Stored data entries
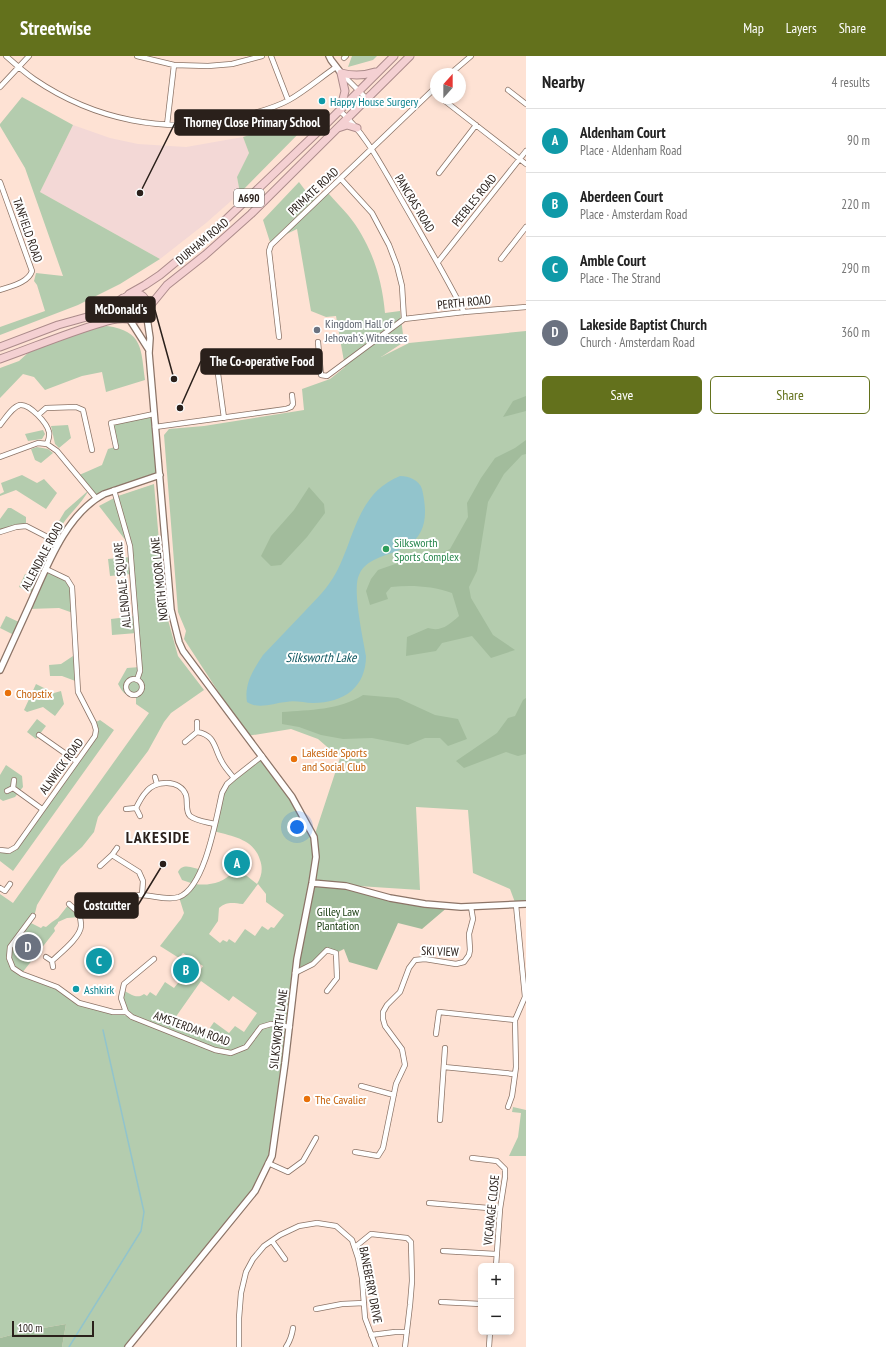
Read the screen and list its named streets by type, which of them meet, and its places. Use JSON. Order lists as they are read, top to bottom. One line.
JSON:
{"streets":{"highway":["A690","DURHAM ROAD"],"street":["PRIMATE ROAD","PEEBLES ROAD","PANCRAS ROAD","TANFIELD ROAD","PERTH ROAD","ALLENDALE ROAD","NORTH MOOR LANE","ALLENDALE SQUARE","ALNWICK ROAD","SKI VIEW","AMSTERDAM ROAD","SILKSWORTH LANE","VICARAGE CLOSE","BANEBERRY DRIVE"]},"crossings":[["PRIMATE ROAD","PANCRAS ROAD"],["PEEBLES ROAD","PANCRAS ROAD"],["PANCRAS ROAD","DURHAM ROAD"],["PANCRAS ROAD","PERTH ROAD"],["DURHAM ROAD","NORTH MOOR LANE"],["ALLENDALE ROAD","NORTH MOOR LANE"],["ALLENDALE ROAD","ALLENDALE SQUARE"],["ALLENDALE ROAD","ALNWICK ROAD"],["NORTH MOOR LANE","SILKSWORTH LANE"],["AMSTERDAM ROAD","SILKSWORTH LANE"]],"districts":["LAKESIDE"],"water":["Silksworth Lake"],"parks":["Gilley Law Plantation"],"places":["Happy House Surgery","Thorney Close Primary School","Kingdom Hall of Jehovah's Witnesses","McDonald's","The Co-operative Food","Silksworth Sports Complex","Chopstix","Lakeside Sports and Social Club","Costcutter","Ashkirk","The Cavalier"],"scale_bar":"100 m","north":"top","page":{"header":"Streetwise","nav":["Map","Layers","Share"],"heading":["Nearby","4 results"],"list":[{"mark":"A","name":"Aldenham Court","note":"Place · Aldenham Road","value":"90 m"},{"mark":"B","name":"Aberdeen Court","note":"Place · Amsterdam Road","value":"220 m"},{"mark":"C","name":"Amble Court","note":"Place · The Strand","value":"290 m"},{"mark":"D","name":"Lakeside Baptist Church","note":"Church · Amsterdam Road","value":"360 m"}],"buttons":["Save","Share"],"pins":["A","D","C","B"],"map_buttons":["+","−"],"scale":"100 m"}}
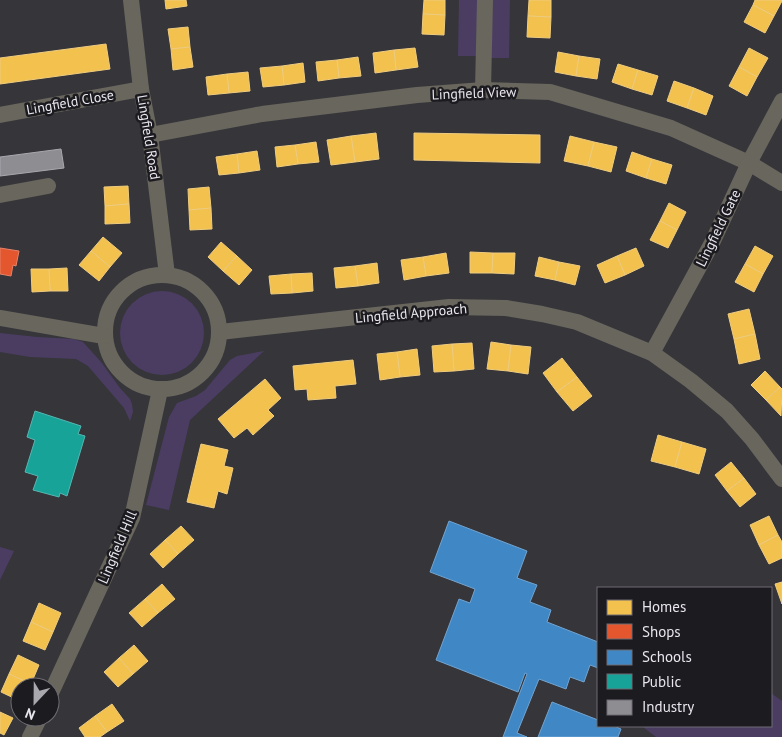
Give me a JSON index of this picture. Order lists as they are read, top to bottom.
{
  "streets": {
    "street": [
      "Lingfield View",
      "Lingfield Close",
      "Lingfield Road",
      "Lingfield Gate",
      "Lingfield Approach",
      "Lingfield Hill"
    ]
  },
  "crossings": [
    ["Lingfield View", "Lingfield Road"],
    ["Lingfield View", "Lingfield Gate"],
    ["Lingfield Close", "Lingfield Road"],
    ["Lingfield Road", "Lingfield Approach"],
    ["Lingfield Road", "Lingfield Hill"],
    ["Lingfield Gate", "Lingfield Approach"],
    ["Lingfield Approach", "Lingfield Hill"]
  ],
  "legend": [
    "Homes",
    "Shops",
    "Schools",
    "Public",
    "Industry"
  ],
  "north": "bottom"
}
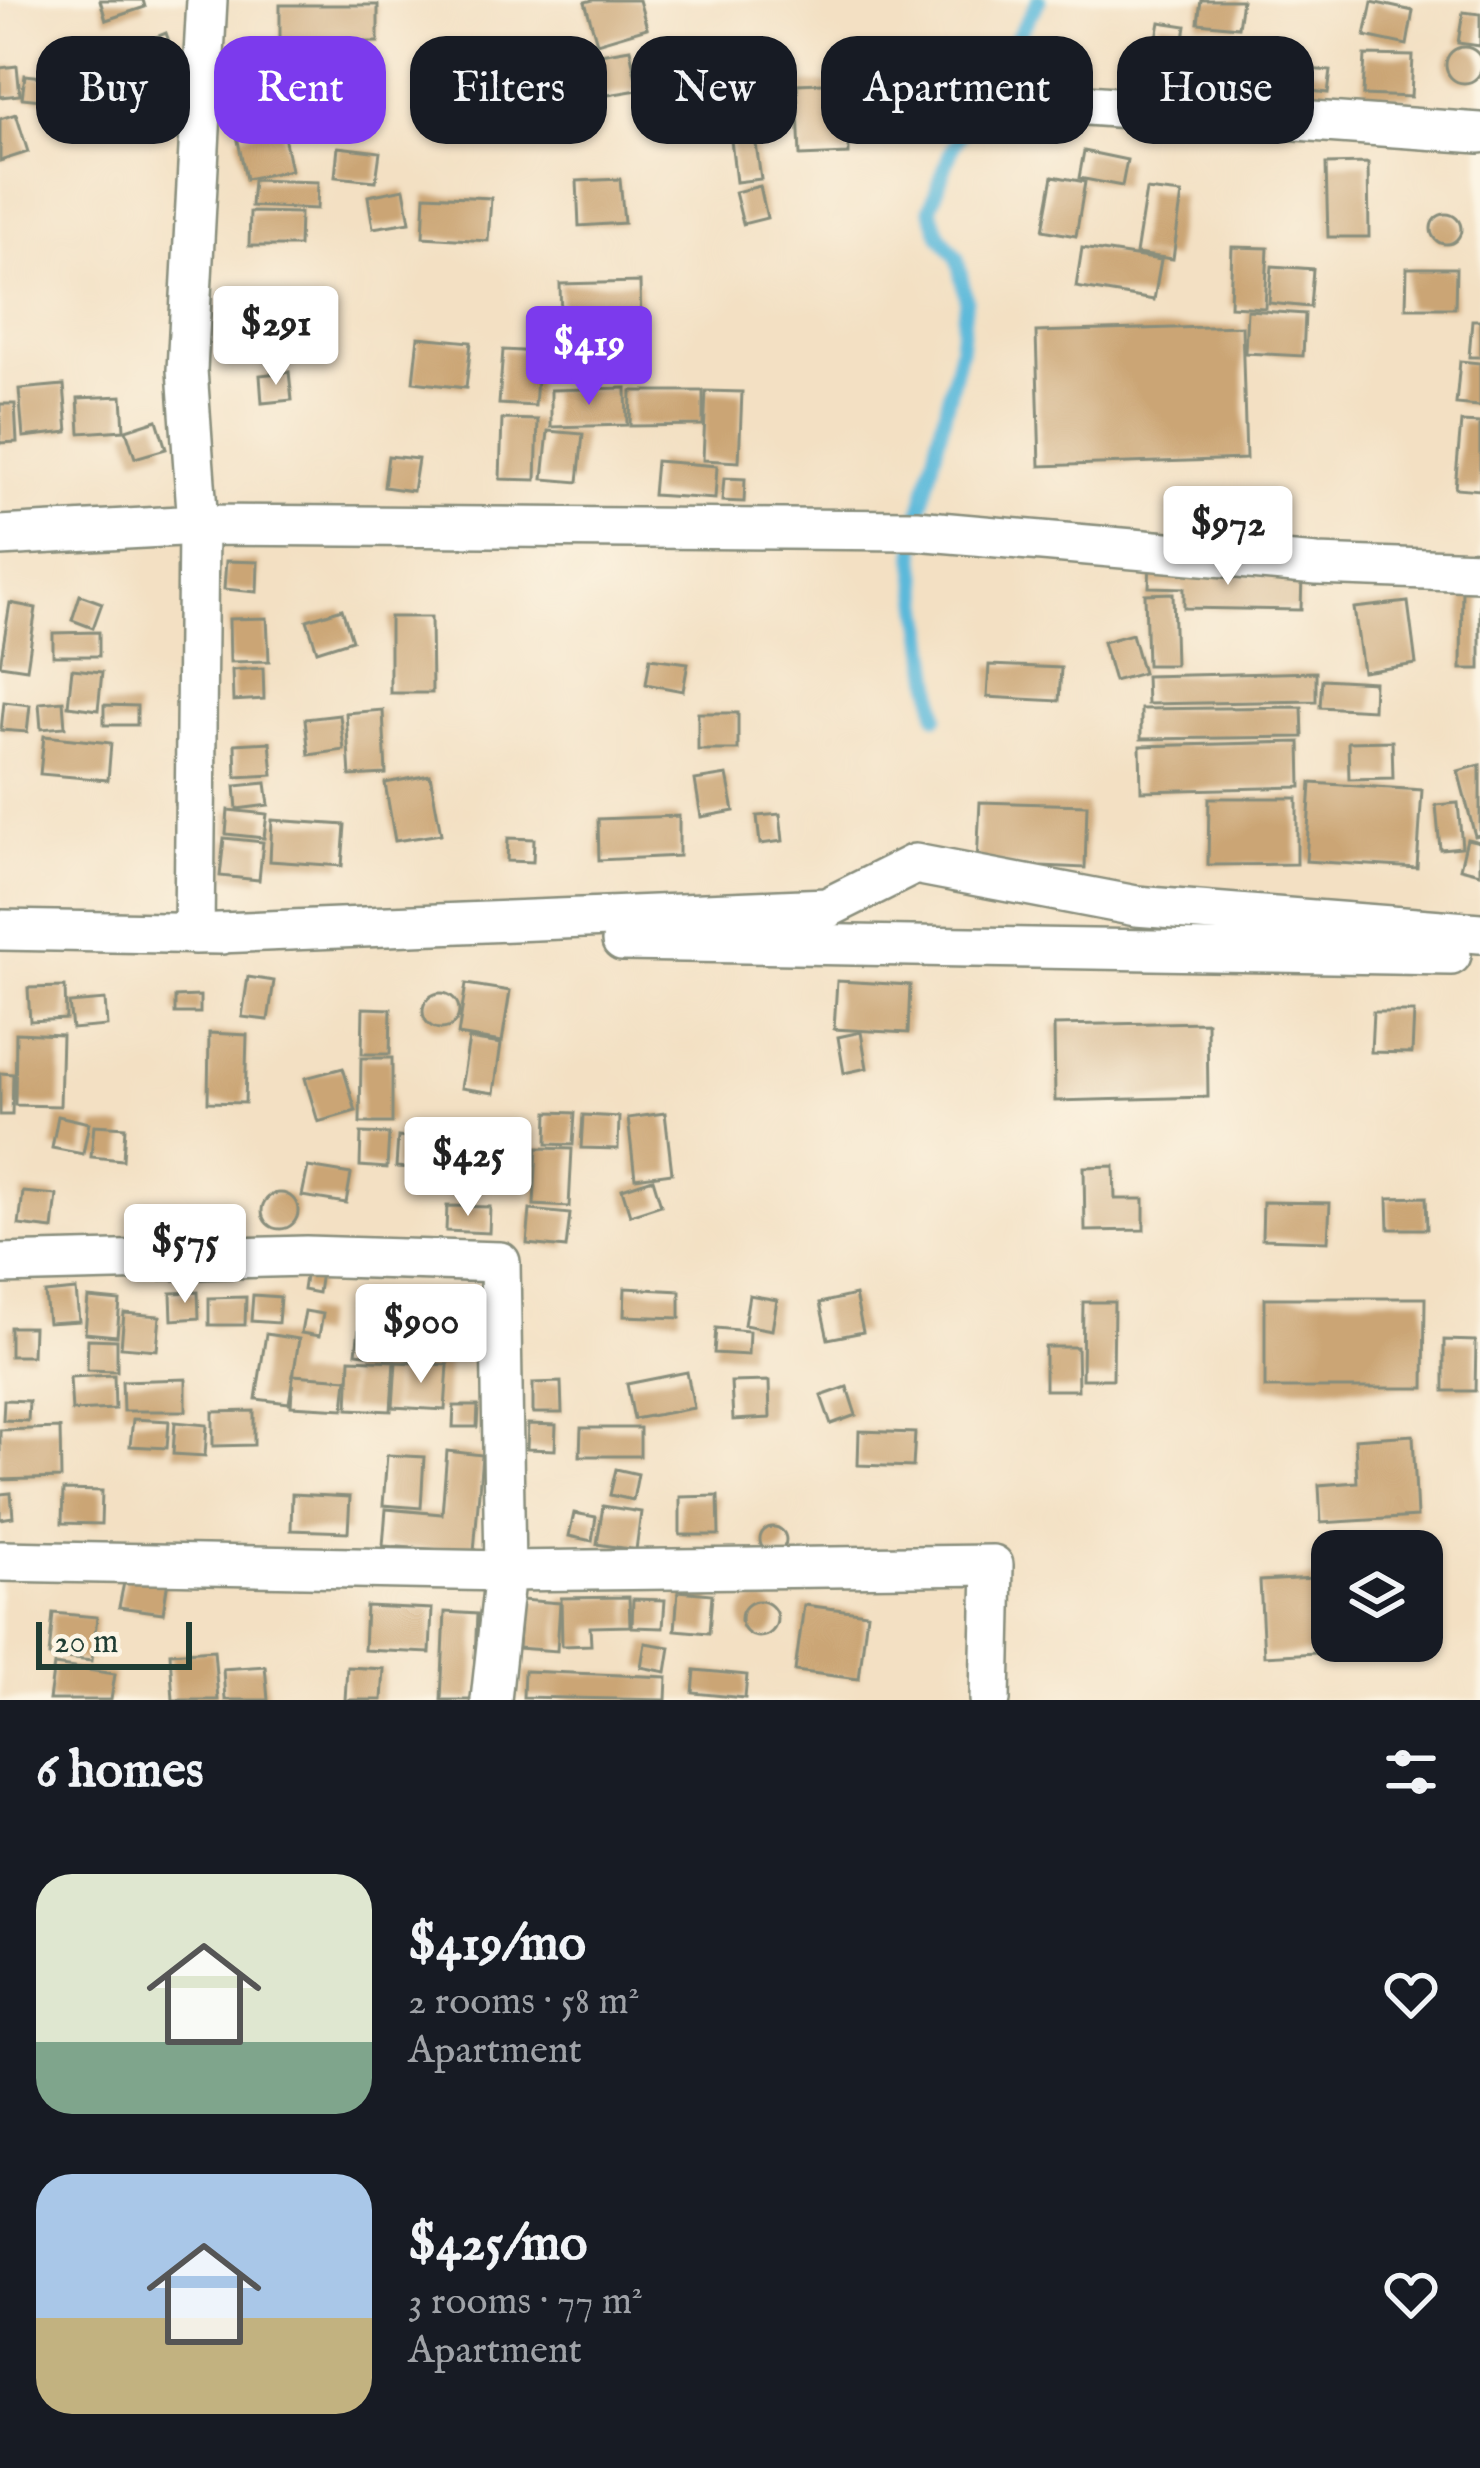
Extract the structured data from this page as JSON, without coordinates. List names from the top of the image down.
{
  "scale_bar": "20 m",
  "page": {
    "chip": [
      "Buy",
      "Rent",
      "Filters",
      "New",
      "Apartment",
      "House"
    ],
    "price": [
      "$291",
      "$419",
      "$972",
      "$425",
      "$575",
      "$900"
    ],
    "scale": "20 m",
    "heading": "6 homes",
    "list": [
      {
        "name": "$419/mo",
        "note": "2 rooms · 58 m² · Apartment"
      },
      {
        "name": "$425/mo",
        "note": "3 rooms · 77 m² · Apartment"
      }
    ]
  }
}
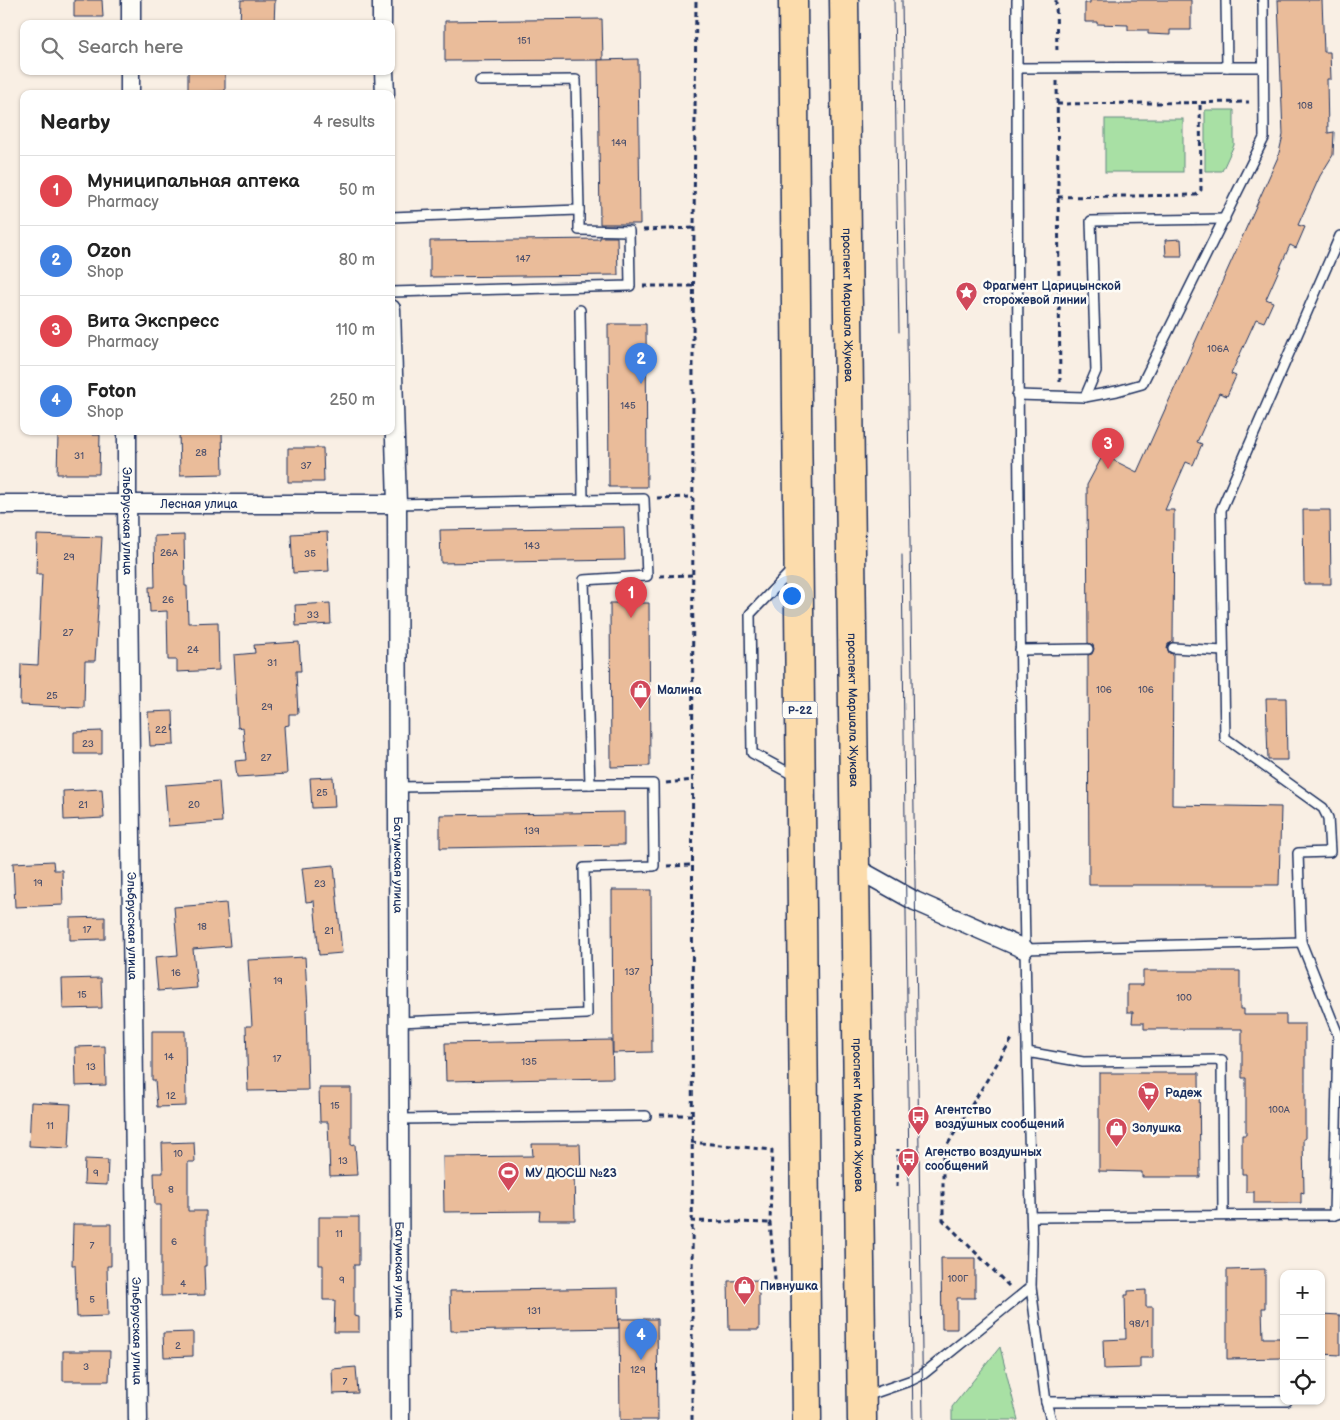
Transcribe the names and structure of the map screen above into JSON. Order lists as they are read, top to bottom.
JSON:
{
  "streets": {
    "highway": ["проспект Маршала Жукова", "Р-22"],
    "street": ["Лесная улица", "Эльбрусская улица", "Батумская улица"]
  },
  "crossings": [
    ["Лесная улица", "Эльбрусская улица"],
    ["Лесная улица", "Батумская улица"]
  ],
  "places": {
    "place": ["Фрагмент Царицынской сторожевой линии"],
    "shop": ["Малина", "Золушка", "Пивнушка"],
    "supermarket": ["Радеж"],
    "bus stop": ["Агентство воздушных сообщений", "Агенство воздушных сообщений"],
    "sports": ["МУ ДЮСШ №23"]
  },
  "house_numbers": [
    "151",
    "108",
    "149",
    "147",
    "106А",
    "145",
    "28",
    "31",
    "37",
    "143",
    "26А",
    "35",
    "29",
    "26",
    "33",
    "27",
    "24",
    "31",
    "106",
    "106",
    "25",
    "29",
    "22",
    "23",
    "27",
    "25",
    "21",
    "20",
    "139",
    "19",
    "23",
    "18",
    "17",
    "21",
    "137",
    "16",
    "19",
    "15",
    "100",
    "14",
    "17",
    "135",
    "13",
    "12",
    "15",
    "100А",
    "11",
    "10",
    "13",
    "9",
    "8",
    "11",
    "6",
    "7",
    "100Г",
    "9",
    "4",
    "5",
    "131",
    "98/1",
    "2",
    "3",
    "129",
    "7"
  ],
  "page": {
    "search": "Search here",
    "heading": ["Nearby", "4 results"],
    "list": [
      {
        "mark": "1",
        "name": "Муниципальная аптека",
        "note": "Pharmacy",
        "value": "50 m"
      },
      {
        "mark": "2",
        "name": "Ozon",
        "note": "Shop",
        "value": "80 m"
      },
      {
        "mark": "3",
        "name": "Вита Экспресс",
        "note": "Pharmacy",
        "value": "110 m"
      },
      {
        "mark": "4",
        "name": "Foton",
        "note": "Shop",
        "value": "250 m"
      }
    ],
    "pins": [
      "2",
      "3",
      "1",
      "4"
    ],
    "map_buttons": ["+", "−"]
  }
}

WORK ITEM —
Within the records, how many lines carry the word "Approach"? Reply with the figure alone.

RESPONSE —
4